If Tony Pulis is accused of taking football and fashion back to the early 1990s and getting away with it, maybe it is time for action. John Francis asks, should there be a proviso that any team entering the Premier League should play football?
When you spend time and money watching overpaid athletes physical abusing players from the opposing team, albeit they do so with an element of skill that creates doubt in the mind of the officials as to who is at fault, then you start to wonder why you are indeed there.
After all, you know before the game starts; when you look at the fixture lists at the start of the season; that if there was anything else to do worthwhile on that particular day then that is a match you could gladly miss.
Why on earth would a highly paid manager set out a team of highly paid players to waste time from the first whistle; to stop opposing players from playing rather than attempting to show a modicum of the skill that a lot of them undoubtably possess?
Invariably they will, at some time during the game concede a goal, and then change tactics/personnel in an attempt to then get back on level terms which sometimes is so successful that you wonder why they had not set up like that from start?

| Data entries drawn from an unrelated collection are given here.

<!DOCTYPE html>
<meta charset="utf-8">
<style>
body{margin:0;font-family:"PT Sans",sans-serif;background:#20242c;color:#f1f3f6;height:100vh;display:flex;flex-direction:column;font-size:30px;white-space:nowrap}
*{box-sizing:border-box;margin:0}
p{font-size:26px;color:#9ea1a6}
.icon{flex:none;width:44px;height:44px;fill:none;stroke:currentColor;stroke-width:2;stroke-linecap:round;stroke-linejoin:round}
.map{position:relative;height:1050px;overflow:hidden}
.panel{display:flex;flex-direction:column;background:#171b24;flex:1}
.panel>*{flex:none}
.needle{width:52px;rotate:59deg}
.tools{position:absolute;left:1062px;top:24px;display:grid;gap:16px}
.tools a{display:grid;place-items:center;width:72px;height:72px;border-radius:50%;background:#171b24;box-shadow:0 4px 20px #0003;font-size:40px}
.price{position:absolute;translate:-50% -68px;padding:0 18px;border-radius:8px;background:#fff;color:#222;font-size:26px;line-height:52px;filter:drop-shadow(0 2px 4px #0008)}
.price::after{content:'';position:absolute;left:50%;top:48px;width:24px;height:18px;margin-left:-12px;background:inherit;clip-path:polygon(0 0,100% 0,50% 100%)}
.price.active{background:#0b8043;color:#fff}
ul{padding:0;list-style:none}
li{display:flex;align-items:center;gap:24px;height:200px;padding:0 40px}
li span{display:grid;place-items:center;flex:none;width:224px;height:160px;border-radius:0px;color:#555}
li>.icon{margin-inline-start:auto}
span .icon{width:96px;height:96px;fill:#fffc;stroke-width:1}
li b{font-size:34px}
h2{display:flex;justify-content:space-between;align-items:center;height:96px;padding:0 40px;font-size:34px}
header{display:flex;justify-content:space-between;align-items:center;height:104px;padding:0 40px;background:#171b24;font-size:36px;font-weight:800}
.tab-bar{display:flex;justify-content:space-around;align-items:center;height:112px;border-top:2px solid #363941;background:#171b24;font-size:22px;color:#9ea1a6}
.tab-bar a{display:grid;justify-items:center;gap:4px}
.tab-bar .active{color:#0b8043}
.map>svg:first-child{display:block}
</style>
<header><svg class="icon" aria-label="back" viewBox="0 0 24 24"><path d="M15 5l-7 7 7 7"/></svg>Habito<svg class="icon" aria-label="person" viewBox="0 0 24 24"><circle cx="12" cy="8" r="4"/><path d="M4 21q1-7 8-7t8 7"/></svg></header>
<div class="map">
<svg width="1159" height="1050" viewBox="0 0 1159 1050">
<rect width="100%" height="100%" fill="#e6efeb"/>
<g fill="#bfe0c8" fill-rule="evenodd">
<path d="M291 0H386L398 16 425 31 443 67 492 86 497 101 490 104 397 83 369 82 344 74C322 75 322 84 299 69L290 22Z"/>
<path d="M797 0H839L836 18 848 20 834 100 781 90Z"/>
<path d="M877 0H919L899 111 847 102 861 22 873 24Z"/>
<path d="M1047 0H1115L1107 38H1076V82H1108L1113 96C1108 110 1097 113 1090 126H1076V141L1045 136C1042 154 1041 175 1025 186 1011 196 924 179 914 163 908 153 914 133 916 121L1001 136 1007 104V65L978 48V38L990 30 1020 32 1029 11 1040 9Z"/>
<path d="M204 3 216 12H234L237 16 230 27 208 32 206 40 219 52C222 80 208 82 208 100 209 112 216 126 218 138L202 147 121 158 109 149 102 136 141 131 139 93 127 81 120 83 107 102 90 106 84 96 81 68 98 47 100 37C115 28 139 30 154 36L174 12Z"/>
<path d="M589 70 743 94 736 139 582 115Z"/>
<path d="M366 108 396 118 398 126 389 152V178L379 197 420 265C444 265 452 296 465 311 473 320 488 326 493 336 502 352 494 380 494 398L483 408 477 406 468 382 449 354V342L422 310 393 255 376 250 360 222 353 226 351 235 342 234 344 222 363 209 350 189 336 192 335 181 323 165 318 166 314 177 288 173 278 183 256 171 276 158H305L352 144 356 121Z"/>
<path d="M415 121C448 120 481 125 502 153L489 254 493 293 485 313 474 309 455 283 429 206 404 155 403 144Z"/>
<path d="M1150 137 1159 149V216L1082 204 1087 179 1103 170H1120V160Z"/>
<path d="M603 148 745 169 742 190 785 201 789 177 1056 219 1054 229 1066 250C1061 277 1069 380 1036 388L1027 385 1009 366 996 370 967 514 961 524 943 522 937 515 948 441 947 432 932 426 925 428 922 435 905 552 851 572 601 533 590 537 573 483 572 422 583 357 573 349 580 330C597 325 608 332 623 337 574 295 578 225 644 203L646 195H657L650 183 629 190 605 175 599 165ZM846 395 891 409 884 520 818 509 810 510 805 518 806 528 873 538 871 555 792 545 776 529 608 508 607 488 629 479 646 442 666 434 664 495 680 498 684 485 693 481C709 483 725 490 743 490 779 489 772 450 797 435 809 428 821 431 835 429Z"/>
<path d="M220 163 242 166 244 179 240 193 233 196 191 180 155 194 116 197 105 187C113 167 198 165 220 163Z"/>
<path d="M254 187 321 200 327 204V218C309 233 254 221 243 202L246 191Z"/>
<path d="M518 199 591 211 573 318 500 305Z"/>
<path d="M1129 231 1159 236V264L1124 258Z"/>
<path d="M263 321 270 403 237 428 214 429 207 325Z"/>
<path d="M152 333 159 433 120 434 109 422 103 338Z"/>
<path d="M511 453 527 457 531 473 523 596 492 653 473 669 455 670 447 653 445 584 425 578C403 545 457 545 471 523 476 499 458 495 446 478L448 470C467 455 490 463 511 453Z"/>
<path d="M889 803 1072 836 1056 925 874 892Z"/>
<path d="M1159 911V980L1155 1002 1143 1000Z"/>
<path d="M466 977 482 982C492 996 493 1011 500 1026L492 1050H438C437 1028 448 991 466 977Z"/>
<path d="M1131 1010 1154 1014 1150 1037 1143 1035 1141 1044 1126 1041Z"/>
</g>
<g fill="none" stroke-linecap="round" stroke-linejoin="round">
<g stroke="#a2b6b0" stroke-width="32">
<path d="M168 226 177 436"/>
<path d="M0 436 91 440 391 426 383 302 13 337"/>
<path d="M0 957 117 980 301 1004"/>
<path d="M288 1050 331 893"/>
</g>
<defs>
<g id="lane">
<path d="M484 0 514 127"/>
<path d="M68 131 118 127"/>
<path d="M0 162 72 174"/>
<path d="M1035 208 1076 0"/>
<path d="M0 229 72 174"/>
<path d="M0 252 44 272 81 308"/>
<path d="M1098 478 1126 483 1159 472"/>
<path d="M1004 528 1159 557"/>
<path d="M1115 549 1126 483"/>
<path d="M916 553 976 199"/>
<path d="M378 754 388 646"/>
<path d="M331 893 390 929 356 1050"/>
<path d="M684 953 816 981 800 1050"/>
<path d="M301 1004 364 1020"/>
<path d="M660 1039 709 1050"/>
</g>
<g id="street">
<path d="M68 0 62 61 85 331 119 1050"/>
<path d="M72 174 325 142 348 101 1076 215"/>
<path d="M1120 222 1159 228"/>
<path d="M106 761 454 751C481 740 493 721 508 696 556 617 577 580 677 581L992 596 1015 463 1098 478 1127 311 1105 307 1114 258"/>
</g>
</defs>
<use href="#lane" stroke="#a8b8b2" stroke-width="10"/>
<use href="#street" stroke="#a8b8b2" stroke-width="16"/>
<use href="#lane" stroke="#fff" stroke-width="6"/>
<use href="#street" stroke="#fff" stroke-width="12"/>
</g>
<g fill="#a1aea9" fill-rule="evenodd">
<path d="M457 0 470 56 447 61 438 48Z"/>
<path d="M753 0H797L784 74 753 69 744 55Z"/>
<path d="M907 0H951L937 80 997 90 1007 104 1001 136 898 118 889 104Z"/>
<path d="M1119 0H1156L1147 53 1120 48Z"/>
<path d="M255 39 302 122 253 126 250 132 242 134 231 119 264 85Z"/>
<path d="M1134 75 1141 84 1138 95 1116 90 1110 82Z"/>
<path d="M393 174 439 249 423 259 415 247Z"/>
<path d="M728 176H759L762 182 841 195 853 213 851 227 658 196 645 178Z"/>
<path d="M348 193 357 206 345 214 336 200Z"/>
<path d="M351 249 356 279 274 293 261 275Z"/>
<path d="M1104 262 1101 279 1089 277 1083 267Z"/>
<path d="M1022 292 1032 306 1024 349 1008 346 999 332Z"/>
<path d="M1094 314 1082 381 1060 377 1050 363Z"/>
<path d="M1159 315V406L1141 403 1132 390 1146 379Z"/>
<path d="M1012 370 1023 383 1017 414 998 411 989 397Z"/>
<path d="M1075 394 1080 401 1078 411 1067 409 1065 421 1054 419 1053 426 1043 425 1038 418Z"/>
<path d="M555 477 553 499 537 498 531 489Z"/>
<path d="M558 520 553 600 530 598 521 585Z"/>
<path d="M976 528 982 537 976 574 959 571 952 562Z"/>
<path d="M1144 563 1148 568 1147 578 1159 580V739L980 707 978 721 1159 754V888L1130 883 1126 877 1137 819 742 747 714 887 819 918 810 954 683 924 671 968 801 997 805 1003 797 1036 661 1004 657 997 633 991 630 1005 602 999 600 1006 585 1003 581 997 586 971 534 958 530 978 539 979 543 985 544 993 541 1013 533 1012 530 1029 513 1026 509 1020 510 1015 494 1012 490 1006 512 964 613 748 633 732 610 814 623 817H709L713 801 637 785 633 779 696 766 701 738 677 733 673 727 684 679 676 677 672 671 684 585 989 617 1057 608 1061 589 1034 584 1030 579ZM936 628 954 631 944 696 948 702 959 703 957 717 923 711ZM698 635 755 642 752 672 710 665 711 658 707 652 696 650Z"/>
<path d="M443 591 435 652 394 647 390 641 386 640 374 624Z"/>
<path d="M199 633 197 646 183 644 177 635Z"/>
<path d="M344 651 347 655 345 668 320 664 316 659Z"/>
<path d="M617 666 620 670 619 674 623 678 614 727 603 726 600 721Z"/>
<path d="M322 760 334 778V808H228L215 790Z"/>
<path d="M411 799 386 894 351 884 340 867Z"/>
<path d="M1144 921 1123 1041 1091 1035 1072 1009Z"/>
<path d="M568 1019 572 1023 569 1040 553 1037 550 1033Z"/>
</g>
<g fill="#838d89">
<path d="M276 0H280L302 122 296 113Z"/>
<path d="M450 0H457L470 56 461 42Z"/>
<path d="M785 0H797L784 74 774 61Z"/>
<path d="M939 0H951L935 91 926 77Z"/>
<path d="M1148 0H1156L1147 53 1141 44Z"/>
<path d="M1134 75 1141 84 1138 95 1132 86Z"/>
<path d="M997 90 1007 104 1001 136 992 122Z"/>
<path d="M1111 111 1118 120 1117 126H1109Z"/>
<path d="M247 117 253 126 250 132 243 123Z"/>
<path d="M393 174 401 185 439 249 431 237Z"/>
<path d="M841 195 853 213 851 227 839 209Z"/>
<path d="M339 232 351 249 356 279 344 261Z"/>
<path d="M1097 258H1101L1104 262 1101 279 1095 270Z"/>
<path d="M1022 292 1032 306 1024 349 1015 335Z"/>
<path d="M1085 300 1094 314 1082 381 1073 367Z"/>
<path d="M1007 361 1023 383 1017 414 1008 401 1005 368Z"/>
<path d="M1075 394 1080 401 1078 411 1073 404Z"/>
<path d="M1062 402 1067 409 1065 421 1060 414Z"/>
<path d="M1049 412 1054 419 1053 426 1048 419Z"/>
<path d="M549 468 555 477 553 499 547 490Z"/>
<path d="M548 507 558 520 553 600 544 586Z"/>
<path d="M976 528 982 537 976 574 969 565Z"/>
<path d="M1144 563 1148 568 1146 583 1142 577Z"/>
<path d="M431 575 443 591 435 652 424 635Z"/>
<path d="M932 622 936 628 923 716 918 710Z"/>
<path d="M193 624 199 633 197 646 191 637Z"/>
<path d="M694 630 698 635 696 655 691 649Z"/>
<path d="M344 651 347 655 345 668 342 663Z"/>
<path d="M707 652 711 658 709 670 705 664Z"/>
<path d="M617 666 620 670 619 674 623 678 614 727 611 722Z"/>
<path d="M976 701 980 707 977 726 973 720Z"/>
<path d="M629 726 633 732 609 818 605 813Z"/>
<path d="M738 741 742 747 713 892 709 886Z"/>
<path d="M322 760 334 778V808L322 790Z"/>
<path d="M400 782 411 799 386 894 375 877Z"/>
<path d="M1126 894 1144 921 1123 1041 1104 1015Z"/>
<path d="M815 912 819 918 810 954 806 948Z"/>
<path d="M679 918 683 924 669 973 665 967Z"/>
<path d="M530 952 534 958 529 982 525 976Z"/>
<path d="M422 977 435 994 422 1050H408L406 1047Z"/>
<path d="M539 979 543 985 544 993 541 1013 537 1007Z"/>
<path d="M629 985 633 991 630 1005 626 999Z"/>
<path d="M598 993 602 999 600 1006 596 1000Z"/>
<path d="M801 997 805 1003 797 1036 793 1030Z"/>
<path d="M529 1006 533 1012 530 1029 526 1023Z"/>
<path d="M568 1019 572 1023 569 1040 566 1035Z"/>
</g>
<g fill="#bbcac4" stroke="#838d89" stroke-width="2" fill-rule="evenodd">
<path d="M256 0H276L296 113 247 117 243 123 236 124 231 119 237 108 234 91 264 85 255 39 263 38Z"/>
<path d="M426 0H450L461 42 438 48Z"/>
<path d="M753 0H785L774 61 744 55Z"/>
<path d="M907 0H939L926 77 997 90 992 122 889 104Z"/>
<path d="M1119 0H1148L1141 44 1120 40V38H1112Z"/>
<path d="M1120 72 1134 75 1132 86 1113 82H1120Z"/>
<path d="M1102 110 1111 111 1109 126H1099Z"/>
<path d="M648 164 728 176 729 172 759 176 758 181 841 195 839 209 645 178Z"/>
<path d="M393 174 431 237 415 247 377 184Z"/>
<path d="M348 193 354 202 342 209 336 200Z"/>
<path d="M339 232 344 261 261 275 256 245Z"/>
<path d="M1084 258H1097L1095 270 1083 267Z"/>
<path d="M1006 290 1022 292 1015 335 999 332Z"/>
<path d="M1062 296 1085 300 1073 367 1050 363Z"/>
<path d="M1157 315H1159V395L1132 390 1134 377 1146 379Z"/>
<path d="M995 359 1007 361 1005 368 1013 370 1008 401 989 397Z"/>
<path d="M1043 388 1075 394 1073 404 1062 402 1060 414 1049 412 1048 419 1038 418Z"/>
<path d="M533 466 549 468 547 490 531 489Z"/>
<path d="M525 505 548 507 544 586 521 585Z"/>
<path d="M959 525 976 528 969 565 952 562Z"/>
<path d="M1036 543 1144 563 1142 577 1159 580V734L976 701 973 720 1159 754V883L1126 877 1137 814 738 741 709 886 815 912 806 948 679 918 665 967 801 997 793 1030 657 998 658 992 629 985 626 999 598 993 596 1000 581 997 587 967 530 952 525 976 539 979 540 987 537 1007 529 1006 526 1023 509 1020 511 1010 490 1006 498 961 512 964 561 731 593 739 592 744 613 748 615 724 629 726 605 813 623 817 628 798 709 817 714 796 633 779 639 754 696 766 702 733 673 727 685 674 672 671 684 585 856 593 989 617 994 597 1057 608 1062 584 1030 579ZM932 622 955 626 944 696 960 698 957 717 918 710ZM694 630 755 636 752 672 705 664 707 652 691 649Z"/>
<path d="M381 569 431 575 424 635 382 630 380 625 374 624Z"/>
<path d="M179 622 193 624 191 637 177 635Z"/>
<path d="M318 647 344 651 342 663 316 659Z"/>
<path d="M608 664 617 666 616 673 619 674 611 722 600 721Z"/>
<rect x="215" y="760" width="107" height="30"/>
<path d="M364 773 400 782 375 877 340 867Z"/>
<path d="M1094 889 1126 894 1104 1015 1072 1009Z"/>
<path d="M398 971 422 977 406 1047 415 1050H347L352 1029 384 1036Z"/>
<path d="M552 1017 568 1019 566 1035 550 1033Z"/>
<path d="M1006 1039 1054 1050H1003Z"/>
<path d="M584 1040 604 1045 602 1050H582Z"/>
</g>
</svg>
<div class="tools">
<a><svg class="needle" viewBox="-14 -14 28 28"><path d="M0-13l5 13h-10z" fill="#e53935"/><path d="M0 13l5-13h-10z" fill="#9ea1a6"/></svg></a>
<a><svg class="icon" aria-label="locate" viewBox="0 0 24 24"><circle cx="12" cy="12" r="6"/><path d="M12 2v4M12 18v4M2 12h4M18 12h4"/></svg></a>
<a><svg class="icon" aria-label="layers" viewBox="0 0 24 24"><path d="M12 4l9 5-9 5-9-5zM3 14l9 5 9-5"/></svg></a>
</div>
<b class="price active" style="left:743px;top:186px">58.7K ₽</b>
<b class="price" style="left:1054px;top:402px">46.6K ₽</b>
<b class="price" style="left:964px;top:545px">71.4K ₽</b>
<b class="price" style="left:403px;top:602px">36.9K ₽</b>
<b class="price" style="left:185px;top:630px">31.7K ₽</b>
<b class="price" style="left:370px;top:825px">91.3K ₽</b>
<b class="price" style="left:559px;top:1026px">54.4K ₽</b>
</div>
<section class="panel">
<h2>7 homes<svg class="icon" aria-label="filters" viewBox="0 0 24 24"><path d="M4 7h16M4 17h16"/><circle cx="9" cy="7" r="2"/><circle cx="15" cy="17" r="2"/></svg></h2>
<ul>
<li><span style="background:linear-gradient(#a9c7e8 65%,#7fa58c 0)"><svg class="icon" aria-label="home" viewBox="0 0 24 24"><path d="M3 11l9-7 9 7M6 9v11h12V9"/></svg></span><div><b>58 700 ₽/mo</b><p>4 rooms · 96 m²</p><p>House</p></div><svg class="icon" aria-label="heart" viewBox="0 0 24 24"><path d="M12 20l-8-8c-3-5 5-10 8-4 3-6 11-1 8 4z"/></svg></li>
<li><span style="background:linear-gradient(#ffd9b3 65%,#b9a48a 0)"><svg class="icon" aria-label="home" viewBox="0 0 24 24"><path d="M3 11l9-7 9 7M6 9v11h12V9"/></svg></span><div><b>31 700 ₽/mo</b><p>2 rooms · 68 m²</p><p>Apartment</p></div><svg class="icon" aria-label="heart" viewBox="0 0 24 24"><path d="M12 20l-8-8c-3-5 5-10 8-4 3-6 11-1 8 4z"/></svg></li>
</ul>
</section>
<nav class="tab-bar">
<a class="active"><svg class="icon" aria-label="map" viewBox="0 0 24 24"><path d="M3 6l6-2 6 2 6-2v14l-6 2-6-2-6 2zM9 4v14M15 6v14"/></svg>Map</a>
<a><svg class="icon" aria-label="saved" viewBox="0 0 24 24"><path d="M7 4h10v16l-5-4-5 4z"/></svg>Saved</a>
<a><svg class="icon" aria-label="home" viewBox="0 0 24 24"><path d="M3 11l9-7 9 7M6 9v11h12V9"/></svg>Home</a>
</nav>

These teams do not play like this because they lack finance to sign players, indeed they spend £millions and then coach these players into this negative stifling style that consists of two lines of defence; lofting the ball as high and as far as possible during play and attempting to make the most of set plays in the hope of 'nicking a goal in the mayhem of a packed penalty area or that their one attacking player will have a moment of brilliance and they can hang on to a lead.
So there you have it, there is no need to name the teams as we all know who they are,we just have to put up with these fixtures year after year because it is a game plan that has been encouraged to the extent that even when they are relegated it is more than likely they will be replaced by a team operating a similar style in the hope of preserving their new found status in the 'best league in the world'.